Task requirements:
Among the entries below, find the lines holding "turn" and copy them.

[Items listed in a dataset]
********

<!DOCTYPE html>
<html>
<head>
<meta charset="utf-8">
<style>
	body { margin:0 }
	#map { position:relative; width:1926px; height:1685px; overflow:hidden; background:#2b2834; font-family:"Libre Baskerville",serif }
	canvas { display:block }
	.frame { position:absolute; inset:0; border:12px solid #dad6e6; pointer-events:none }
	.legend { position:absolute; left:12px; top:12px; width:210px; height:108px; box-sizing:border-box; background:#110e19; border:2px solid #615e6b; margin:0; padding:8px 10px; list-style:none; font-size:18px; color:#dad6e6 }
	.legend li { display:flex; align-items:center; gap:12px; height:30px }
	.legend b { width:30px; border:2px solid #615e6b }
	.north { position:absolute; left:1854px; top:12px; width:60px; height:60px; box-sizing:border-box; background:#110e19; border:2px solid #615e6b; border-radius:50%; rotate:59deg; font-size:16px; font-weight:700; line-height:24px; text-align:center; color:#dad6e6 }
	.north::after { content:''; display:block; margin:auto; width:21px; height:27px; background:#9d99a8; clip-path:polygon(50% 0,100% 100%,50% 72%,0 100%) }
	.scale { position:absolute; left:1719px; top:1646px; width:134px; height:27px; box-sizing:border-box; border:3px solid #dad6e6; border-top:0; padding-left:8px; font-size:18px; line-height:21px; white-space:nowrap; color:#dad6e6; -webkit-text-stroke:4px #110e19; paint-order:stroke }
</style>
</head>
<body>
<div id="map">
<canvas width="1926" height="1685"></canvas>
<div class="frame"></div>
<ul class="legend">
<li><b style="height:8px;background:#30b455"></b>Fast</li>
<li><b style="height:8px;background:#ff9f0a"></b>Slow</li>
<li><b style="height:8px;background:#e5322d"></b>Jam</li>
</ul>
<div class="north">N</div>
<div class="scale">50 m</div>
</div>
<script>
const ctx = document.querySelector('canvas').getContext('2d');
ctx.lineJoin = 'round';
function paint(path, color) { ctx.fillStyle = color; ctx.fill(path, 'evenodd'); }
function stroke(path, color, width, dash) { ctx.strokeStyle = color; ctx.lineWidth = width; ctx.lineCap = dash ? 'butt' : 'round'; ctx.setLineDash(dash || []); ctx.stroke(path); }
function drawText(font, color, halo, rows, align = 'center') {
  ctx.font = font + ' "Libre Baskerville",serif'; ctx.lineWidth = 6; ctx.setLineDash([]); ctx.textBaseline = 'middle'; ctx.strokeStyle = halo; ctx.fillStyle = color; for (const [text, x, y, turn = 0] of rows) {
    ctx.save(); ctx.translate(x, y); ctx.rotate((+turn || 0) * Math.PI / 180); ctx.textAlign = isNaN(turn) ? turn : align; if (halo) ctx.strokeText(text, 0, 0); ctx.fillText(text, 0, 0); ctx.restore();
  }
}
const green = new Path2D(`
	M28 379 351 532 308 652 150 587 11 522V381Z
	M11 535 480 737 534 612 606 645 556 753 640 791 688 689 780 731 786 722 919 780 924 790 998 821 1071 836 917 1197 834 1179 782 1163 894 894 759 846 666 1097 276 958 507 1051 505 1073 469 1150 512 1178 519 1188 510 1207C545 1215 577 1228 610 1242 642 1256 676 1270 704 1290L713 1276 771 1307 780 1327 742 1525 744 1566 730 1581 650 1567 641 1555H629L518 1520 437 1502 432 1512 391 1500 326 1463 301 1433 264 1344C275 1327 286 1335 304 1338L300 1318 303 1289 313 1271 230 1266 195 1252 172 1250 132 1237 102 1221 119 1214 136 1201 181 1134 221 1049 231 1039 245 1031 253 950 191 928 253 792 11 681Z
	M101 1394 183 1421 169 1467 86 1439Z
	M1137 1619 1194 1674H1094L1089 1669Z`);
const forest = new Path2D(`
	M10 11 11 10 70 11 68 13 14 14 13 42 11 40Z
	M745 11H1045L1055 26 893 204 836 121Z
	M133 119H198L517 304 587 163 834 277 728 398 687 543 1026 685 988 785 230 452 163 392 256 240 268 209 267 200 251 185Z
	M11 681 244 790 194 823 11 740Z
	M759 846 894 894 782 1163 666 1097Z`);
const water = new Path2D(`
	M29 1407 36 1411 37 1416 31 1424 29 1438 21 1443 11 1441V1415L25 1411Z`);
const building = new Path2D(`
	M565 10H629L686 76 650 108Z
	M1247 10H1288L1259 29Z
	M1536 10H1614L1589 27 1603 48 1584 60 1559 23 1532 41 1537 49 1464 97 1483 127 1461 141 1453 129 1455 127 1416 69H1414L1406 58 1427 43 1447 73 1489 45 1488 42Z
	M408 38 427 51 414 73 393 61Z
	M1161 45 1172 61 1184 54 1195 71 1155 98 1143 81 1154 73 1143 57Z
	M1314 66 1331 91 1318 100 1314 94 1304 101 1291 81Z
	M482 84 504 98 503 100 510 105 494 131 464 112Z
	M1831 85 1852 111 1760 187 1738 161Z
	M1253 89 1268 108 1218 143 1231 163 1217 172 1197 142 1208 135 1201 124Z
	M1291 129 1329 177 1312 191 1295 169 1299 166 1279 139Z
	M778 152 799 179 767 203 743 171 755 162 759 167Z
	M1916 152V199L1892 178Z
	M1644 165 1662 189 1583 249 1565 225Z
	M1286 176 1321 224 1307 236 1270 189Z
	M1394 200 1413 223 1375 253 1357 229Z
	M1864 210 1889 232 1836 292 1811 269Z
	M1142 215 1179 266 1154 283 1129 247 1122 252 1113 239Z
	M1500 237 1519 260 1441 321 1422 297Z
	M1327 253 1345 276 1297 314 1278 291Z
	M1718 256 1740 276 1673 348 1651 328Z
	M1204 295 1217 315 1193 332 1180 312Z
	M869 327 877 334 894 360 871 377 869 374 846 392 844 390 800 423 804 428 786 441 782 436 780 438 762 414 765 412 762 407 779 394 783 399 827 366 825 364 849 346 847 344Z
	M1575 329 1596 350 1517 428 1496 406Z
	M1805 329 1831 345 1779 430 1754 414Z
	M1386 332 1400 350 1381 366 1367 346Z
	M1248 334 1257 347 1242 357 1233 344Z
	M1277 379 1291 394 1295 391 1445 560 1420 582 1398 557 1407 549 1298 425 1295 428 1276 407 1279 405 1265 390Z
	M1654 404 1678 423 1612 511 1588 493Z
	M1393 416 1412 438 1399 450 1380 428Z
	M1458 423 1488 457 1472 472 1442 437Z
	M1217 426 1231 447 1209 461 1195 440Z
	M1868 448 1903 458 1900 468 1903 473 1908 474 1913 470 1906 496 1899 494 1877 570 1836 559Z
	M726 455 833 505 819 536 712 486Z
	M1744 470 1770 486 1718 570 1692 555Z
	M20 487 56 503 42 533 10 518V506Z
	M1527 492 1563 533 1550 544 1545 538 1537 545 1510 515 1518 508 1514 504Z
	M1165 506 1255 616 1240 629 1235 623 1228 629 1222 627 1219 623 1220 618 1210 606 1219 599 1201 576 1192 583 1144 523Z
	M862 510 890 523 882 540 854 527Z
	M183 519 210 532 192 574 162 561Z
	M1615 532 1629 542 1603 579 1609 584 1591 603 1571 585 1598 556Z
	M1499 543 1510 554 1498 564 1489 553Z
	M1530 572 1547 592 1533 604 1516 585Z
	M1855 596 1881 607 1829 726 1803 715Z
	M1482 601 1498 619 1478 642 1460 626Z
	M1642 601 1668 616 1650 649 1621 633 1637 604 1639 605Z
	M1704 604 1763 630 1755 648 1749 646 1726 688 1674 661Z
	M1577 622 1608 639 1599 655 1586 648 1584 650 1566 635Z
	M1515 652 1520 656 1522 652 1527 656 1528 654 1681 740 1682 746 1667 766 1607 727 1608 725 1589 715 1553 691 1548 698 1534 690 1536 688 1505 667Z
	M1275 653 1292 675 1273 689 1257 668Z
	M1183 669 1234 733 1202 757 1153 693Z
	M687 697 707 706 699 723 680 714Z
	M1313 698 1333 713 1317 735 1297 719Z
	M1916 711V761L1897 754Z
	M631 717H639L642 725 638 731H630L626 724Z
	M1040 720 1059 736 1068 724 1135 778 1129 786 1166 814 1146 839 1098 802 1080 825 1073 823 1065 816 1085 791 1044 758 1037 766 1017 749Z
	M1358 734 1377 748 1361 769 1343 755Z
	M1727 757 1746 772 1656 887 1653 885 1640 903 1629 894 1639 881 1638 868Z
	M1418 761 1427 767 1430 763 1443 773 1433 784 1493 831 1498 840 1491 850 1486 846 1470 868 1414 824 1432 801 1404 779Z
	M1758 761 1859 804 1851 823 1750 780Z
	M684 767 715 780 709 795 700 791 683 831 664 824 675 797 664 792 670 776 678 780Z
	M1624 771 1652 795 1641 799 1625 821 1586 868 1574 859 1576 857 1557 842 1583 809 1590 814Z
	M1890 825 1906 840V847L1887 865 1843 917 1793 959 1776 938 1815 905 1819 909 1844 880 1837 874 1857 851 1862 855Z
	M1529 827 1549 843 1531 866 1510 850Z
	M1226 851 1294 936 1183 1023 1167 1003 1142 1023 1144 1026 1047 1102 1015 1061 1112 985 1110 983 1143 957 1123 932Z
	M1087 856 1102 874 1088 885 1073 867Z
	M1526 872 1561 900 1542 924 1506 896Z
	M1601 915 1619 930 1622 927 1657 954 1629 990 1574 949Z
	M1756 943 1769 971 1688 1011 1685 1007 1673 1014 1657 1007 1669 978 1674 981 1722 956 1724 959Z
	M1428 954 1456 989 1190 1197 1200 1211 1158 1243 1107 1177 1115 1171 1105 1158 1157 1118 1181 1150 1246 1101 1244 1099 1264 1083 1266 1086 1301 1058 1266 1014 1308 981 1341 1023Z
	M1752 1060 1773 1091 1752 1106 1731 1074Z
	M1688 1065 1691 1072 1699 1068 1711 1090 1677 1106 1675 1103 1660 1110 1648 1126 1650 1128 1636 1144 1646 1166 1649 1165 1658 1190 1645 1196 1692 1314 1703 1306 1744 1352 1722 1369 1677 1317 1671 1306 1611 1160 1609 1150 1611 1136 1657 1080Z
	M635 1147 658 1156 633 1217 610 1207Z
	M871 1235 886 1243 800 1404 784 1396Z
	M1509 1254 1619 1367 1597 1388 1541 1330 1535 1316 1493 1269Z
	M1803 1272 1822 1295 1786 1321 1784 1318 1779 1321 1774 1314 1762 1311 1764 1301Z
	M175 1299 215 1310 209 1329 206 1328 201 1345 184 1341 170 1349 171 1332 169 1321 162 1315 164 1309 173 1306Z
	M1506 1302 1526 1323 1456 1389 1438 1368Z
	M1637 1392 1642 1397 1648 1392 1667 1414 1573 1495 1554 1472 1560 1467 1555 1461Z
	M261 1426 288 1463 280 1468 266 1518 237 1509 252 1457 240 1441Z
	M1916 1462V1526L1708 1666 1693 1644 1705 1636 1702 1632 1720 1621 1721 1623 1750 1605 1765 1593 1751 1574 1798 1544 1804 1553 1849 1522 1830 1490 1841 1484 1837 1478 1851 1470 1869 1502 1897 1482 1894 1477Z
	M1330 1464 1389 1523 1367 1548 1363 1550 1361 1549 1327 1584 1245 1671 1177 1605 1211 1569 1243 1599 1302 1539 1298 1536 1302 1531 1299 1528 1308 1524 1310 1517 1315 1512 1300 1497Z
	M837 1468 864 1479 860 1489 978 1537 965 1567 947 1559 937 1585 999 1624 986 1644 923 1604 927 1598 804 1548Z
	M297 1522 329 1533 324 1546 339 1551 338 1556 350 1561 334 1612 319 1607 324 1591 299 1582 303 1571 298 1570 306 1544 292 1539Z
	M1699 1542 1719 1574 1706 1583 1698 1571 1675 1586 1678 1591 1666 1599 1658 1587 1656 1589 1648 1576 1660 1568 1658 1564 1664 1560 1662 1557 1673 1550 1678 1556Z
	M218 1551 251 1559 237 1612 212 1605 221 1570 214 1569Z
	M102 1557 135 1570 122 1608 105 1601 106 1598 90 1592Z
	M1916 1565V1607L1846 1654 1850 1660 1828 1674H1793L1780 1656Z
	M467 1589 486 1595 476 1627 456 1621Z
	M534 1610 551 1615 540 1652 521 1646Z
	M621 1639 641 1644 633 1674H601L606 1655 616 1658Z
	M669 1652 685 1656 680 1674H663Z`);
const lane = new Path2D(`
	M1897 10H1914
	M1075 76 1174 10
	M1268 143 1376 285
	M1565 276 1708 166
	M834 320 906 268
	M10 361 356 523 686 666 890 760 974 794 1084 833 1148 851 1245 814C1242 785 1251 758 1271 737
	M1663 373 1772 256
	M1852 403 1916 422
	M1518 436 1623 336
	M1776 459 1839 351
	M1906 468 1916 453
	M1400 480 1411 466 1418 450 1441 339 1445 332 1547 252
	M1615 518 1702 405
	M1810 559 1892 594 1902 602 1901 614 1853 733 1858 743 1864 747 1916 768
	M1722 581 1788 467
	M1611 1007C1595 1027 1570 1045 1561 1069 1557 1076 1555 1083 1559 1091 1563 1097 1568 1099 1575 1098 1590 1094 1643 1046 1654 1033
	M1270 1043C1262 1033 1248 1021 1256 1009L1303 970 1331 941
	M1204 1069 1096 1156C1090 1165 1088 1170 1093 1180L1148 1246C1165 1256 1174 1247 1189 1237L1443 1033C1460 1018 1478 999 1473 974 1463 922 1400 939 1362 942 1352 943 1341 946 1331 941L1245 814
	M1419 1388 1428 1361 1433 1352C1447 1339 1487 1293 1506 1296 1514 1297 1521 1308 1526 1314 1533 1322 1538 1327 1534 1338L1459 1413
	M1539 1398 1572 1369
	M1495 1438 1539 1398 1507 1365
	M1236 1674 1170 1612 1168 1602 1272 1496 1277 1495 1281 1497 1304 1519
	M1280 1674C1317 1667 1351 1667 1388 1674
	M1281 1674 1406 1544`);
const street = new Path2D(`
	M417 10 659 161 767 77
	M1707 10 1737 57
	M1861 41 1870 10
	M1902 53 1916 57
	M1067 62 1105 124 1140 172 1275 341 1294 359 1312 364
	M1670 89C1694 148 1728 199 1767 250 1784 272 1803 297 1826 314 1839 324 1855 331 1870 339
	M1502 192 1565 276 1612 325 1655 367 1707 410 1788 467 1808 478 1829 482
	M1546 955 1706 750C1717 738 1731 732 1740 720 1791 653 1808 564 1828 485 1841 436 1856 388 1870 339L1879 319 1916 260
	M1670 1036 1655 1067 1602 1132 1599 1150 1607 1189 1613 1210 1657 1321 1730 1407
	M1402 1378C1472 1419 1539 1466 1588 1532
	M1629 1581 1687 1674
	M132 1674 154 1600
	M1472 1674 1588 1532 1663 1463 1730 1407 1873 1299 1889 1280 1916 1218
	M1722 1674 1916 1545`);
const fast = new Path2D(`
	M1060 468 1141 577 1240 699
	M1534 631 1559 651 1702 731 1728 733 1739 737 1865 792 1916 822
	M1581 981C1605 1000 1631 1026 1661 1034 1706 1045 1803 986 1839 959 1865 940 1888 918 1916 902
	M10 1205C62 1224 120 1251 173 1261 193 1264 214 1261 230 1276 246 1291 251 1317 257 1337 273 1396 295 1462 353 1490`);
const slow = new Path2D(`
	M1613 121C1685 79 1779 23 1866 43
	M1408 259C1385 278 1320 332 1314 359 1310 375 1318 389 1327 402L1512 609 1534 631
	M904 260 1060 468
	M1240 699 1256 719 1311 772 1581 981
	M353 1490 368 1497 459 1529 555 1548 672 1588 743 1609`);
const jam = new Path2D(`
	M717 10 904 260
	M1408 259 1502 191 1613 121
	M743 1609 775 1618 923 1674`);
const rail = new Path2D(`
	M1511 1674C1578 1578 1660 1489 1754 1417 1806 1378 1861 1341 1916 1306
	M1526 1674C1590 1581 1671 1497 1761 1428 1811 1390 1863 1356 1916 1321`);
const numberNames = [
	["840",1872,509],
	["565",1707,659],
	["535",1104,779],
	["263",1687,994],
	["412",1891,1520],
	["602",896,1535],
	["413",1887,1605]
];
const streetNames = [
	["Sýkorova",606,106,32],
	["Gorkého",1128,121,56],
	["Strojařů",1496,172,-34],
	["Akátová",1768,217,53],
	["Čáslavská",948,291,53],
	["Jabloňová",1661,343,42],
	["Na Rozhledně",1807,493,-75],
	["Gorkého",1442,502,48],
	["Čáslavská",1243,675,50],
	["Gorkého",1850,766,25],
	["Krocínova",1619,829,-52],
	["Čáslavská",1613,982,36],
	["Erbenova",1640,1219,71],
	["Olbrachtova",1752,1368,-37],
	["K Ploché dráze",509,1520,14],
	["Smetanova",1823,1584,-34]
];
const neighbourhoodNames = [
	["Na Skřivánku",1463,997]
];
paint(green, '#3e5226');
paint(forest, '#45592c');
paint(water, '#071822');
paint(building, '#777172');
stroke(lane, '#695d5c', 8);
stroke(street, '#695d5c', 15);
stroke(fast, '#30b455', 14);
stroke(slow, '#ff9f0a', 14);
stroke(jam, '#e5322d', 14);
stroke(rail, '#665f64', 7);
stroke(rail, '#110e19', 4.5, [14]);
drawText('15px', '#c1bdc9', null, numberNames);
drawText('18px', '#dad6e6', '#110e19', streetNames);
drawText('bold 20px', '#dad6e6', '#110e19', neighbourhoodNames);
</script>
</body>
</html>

********

Task result:
  ctx.font = font + ' "Libre Baskerville",serif'; ctx.lineWidth = 6; ctx.setLineDash([]); ctx.textBaseline = 'middle'; ctx.strokeStyle = halo; ctx.fillStyle = color; for (const [text, x, y, turn = 0] of rows) {
    ctx.save(); ctx.translate(x, y); ctx.rotate((+turn || 0) * Math.PI / 180); ctx.textAlign = isNaN(turn) ? turn : align; if (halo) ctx.strokeText(text, 0, 0); ctx.fillText(text, 0, 0); ctx.restore();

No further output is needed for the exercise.